She stood at the top of the stone parapet, right at the very highest point of the bridge. She looked up at the stars because she dare not look down. Her heart was thumping in her chest, her hair was streaming out around her, buffeted by the wind and sometimes swirling around her face. Once she shook her head in order to get the hair from her mouth and she wobbled on her unsteady legs, she would not try that again.
Her clothes were being tugged and pulled by the wind as though by invisible fingers and gusts threatened to topple her from her precarious perch.
She thought about the reasons that she had climbed to the highest point that she had ever been to and whether they made sense to her still. They had made sense when she was preparing herself, they had made sense whilst she had been climbing and now, now that she was finally at the fork in the road that would send her onto one or another of the two separate paths in her life, she thought again on the reasons that she had decided to put an end to her present life.
Family, she had none. The job she worked at was no kind of career and though it was deemed that she had been very fortunate to secure herself a place as scullery maid without so much as a reference, she found that the other maids were snobbish bullies. The male staff members were lecherous pigs and she had neither the strength nor the energy to avoid or refuse their attentions any more. When she had finally succumbed to the attentions of the younger son of the household, she was held in greater disdain than ever before.
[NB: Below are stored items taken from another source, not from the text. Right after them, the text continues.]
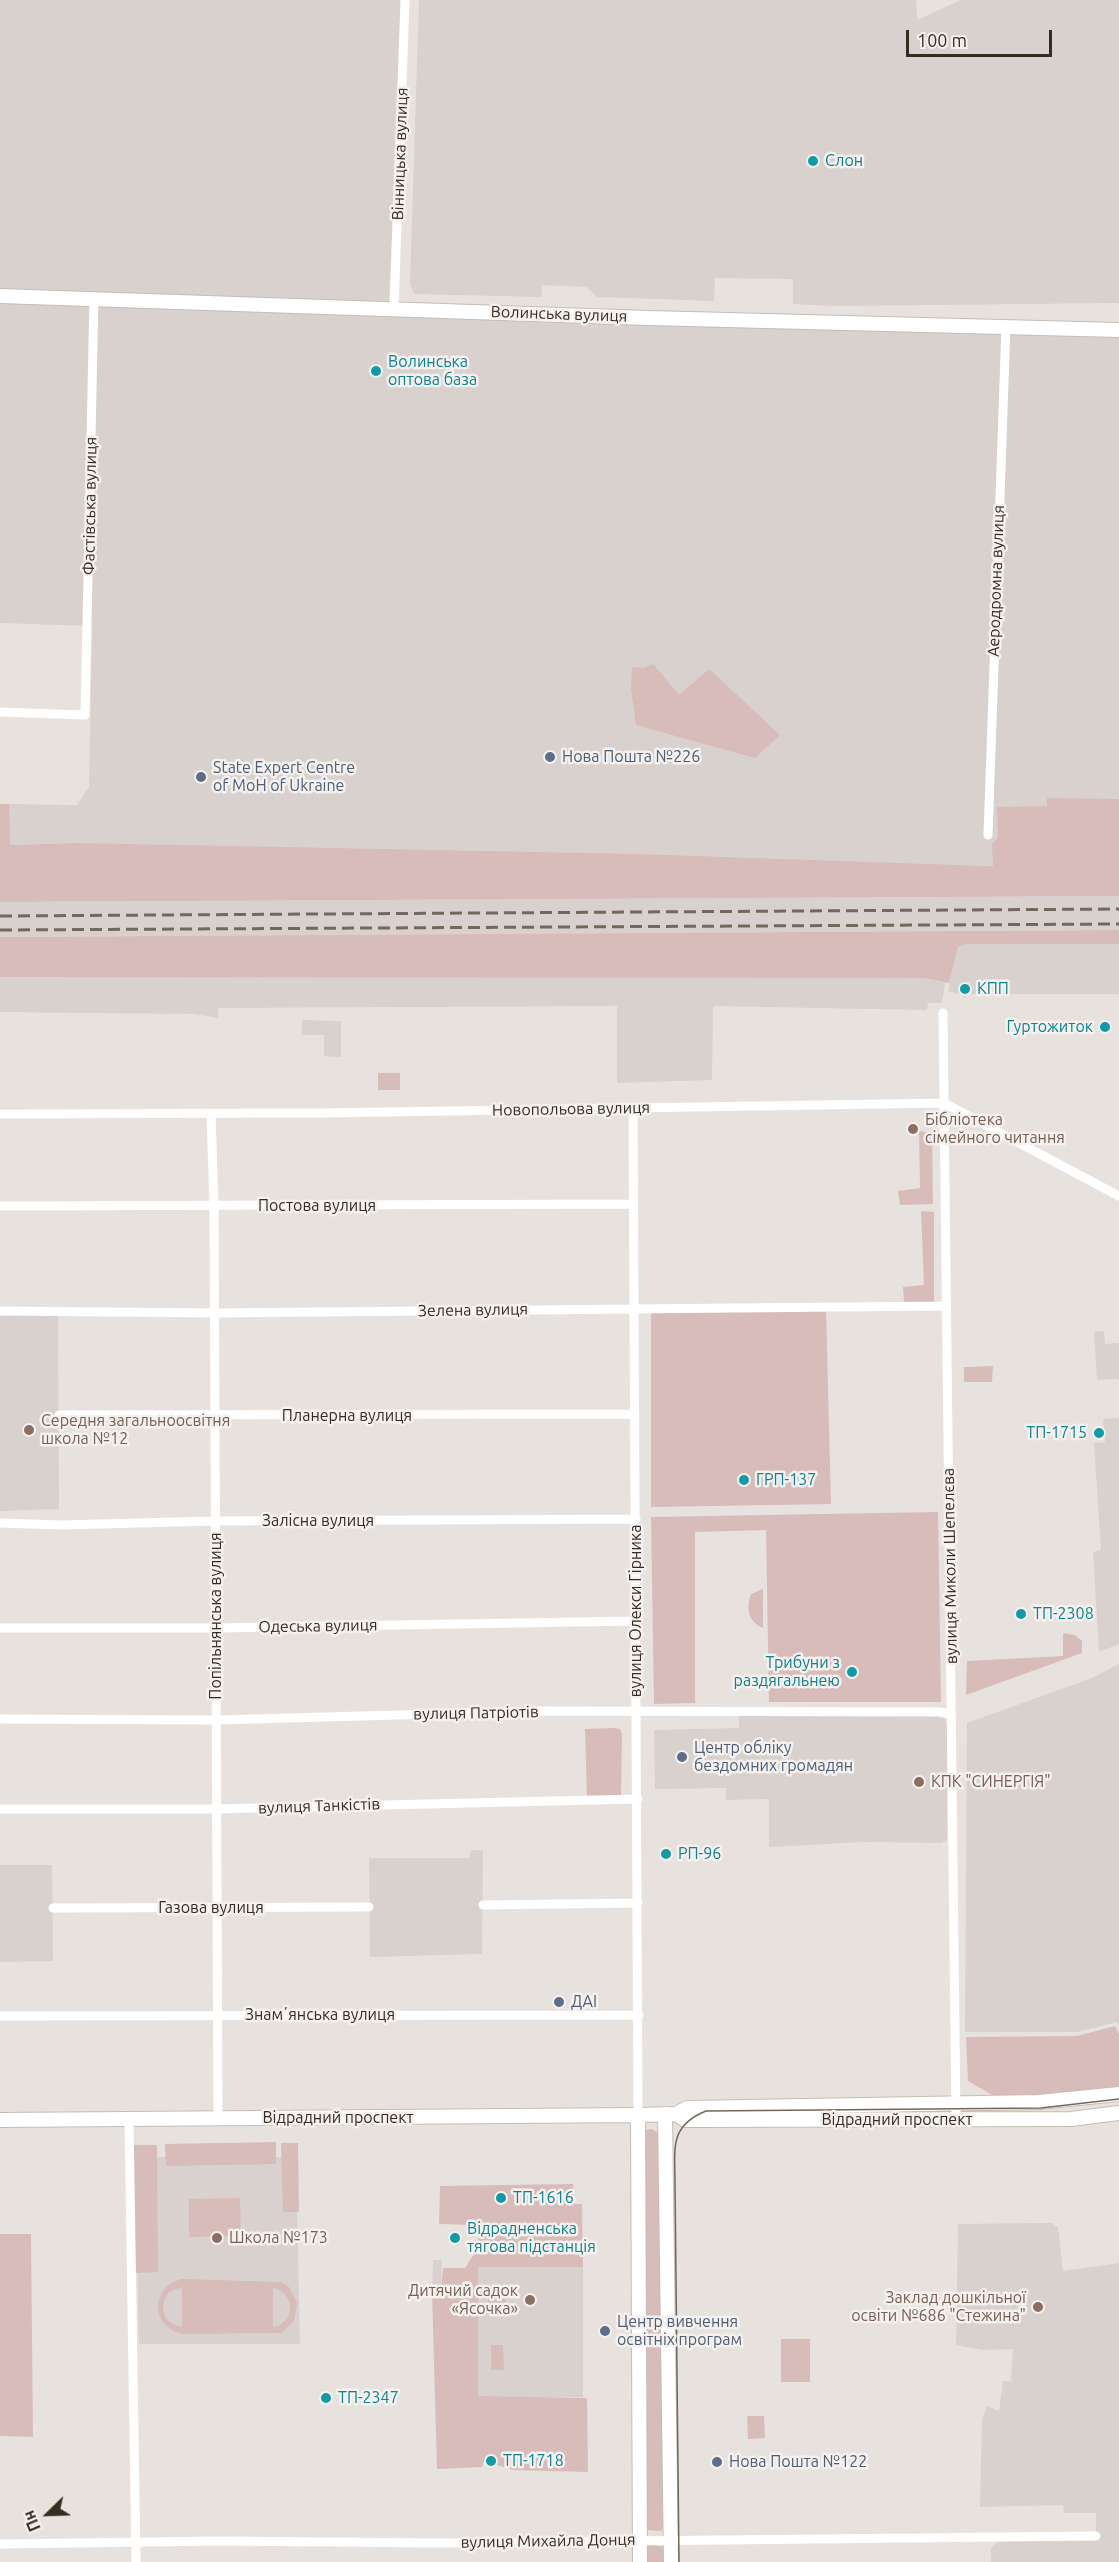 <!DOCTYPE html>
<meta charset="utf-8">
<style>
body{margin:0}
#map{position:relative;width:1119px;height:2562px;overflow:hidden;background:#e8e2df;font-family:Ubuntu,sans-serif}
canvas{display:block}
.north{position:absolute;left:18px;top:2484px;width:60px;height:60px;-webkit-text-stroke:4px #f5f1ef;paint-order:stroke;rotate:247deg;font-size:16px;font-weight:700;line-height:24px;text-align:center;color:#362d22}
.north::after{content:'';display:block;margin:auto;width:21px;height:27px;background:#362d22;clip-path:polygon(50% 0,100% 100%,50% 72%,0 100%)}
.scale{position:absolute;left:906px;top:30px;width:146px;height:27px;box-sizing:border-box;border:3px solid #362d22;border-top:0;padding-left:8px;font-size:18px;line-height:21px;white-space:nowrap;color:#362d22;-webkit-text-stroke:4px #f5f1ef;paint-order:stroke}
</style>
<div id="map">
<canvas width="1119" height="2562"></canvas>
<div class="north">Пн</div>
<div class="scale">100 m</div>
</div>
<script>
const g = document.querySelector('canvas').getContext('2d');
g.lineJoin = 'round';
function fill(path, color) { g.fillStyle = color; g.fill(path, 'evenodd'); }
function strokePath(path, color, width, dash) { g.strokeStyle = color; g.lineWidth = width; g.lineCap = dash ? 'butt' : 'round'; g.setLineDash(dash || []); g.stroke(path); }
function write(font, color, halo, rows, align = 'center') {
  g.font = font + ' Ubuntu,sans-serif'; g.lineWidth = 5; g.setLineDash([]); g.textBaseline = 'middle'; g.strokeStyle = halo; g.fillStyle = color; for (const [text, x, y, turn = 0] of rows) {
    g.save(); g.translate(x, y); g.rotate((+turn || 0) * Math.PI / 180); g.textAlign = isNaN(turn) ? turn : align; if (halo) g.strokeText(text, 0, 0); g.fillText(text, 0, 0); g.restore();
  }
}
fill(new Path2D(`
 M0 0H402L389 302 225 298 394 308 408 317 1119 338V861L987 866 78 843 9 845V804L77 805 89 787 92 626 0 623Z
 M419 0H916L917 20 961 0H1119V303L836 306 793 304V279L715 278 714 301 597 297 586 287 542 285V297L414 294 410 284Z
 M1119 896V930L0 937V902Z
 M966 944H1119V994H958L948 991 955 953 958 947Z
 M617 976 922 978 945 983 942 1003H928L927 1010 713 1006 712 1080 617 1083V1006L218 1008V1018L194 1014 0 1012V977Z
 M302 1020 341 1021V1057L324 1056V1035H302Z
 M58 1310 59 1509 0 1511V1311Z
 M1104 1331 1105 1344 1119 1343V1379L1097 1380 1094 1332Z
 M1119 1418V1644L1099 1652 1093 1552 1101 1550 1094 1443 1105 1442 1103 1419Z
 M1119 1664V2026L1117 2022 1077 2032H965L967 1723 1092 1678Z
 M936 1715 944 1718 947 1724V1840L941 1843 865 1842 769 1847V1799L726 1800V1788L655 1789 654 1730 739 1728V1716Z
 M471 1850H483L482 1954 370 1957 369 1858H469Z
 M0 1865H52L53 1961 0 1962Z
 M135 2157H296L300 2344H139Z
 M1051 2223 1058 2227 1063 2271 1119 2263V2562H991V2548L1001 2538 1096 2536V2513H1064L1063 2505 980 2507 982 2419 987 2406 999 2411 1003 2381H1011L1013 2349 983 2350 956 2345 958 2224Z
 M433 2260H442L441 2291H432Z
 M478 2267H583V2397H478Z`), '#d8d1cd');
fill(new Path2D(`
 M653 664 679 695 709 669 780 735 755 758 636 725 631 689 632 667 644 668Z
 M1047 798 1119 799V896L0 902V804H9L10 845 78 843 635 854 987 866H993L992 844 998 837 997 807 1047 806Z
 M1119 930V944H966L958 947 949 983 922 978 0 977V937Z
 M378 1073H400V1090H378Z
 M919 1131 932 1133 933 1204 900 1205 898 1191 920 1188Z
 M921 1211 934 1212V1302H904L903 1287 924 1285Z
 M826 1309 831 1504 651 1507V1312Z
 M993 1366 992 1382H964V1367Z
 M938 1512 941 1702H769L766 1530 695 1532V1703L654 1704 651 1517Z
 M763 1589V1628C748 1622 746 1608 751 1594Z
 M1063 1633 1075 1635 1082 1641V1653L966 1695 967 1661 1063 1656Z
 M615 1728 620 1729 622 1734 621 1796 587 1797 585 1729Z
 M1115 2026 1119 2034V2088L1038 2097 994 2096 968 2081 966 2037 1077 2036Z
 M652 2129 660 2134 664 2524 661 2531 647 2530 645 2523 642 2134 645 2130Z
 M276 2142V2164L166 2166 165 2144Z
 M281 2143H298L299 2212H283Z
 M133 2145H157L158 2272 135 2273Z
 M573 2184 575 2204H582L583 2267H478V2396L587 2398 588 2472 513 2470 497 2465 496 2458H485L482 2467 437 2469 432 2291H441L443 2268H465L478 2248V2225L439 2224 440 2186Z
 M240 2198 241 2236 189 2237V2199Z
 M0 2234H31L33 2437 0 2436Z
 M182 2279 281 2282 289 2287 297 2303 294 2321 281 2333 182 2334C150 2326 150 2287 182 2279ZM182 2287V2326L181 2327C163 2323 158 2306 169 2292ZM273 2288C296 2293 296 2323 273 2327Z
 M488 2288H506V2313H488Z
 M781 2339H810V2382H781Z
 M491 2345H503L504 2370H491Z
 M747 2416H764L765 2438 748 2439Z
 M648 2544 665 2547V2562H645V2546Z`), '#d7bcba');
const secondary = new Path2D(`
 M0 296 649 318 1119 330
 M665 2114 671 2562
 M676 2114 685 2120H694L1071 2119 1119 2113
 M638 2115 640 2562
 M0 2120 638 2115 676 2114 687 2108 1039 2102 1119 2094`);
strokePath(secondary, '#c7bcb3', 16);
strokePath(new Path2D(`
 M394 308 405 0
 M0 712 85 715 94 298
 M988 835 1006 327
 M943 1013 956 2119
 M633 1108 638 2115
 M0 1114 323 1113 944 1103 1119 1196
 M211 1114 214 1206 218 2119
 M0 1206 633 1204
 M0 1311 215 1313 946 1306
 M59 1415 635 1414
 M0 1523 61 1525 216 1521 636 1519
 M0 1628H216L636 1621
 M0 1719 217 1720 542 1711 939 1712 951 1714
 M0 1809H216L638 1799
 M483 1905 638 1903
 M53 1908 369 1907
 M0 2016 639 2015
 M129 2119 136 2562
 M0 2544 219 2541 441 2543 1096 2536`), '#fff', 9);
strokePath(secondary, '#fff', 14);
strokePath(new Path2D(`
 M679 2562 675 2183C675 2148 669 2126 706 2111L1041 2108 1119 2099`), '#72685c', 1.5);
strokePath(new Path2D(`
 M0 916 1119 909
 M0 930 1119 924`), '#72685c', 3, [12, 6]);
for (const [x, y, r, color] of [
 [813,161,6,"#0f9aa8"],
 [376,371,6,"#0f9aa8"],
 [550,757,6,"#5c6f8a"],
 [201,777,6,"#5c6f8a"],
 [965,989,6,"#0f9aa8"],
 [1105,1027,6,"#0f9aa8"],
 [913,1129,6,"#8d6e63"],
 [29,1430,6,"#8d6e63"],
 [1099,1433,6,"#0f9aa8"],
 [744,1480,6,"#0f9aa8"],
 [1021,1614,6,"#0f9aa8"],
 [852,1672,6,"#0f9aa8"],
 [682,1757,6,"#5c6f8a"],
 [919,1782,6,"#8d6e63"],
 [666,1854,6,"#0f9aa8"],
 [559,2002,6,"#5c6f8a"],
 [501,2198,6,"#0f9aa8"],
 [217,2238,6,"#8d6e63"],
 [455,2238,6,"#0f9aa8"],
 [530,2300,6,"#8d6e63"],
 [1038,2307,6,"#8d6e63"],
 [605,2331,6,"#5c6f8a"],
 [326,2398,6,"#0f9aa8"],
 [491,2461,6,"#0f9aa8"],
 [717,2462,6,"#5c6f8a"]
]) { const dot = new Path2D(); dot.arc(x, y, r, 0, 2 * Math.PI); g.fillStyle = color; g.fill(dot); strokePath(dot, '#f5f1ef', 2); }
write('16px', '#362d22', '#f5f1ef', [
 ["Вінницька вулиця",400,154,-88],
 ["Волинська вулиця",559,314,2],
 ["Фастівська вулиця",90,506,-89],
 ["Аеродромна вулиця",996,581,-88],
 ["Новопольова вулиця",571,1109,-1],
 ["Постова вулиця",317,1206],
 ["Зелена вулиця",473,1310,-1],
 ["Планерна вулиця",347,1416],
 ["Залісна вулиця",318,1521],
 ["вулиця Миколи Шепелєва",950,1566,-91],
 ["вулиця Олекси Гірника",636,1611,-90],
 ["Попільнянська вулиця",216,1616,-90],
 ["Одеська вулиця",318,1626,-1],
 ["вулиця Патріотів",476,1713,-1],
 ["вулиця Танкістів",319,1806,-2],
 ["Газова вулиця",211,1908],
 ["Знамʼянська вулиця",320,2015],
 ["Відрадний проспект",338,2118],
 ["Відрадний проспект",897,2120],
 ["вулиця Михайла Донця",548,2541,-1]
]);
write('16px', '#0d838f', '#f5f1ef', [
 ["Слон",825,161],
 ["Волинська",388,362],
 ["оптова база",388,380],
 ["КПП",977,989],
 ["Гуртожиток",1093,1027,"right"],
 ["ТП-1715",1087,1433,"right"],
 ["ГРП-137",756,1480],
 ["ТП-2308",1033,1614],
 ["Трибуни з",840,1663,"right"],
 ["раздягальнею",840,1681,"right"],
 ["РП-96",678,1854],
 ["ТП-1616",513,2198],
 ["Відрадненська",467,2229],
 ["тягова підстанція",467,2247],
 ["ТП-2347",338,2398],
 ["ТП-1718",503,2461]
], 'left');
write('16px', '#4e5e75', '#f5f1ef', [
 ["Нова Пошта №226",562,757],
 ["State Expert Centre",213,768],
 ["of MoH of Ukraine",213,786],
 ["Центр обліку",694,1748],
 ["бездомних громадян",694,1766],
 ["ДАІ",571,2002],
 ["Центр вивчення",617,2322],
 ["освітніх програм",617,2340],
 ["Нова Пошта №122",729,2462]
], 'left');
write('16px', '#785e54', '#f5f1ef', [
 ["Бібліотека",925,1120],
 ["сімейного читання",925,1138],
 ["Середня загальноосвітня",41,1421],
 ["школа №12",41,1439],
 ["КПК \"СИНЕРГІЯ\"",931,1782],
 ["Школа №173",229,2238],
 ["Дитячий садок",518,2291,"right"],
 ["«Ясочка»",518,2309,"right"],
 ["Заклад дошкільної",1026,2298,"right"],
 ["освіти №686 \"Стежина\"",1026,2316,"right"]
], 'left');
</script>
She was fortunate to have escaped without an unwanted pregnancy – that much she knew but she was mortified to find that someone had found out about her dalliances. The younger son, the favourite amongst the staff ‘below stairs’ was sent away so that he couldn’t get into more trouble and she was threatened to be sent packing if she so much as showed signs of being with child.
Her terrible and unbearable situation became worse. The maids blamed her for the son’s departure, as did the cook and the butler. Her colleagues had hardly spoken to her before he had been sent away, now, they sent her to Coventry. She was miserable and as such, her work suffered.
The housekeeper had summoned her into her office and told her in no uncertain terms that she had to pull her socks up or be off and on her way with no references.
That had been a little over a month ago and she had tried her very hardest to please everyone but it was impossible.
A few weeks ago, as she lay on her bed, worn out from the day’s work but unable to sleep for her misery; a thought had popped into her head:
“I’ll show them! They’ll be sorry when I’m dead and gone and they’ll know it was their fault.”
The thought was persistent and though she tried to push it away – nothing was bad enough to wish herself dead over, surely – it came back night after night and then it began to appear when she was being snubbed or told off. Then it would appear when she was working at her usual duties and pretty soon, the thought was there as a permanent fixture, running around in her mind. Her ultimate revenge would be her death, her blood on their hands.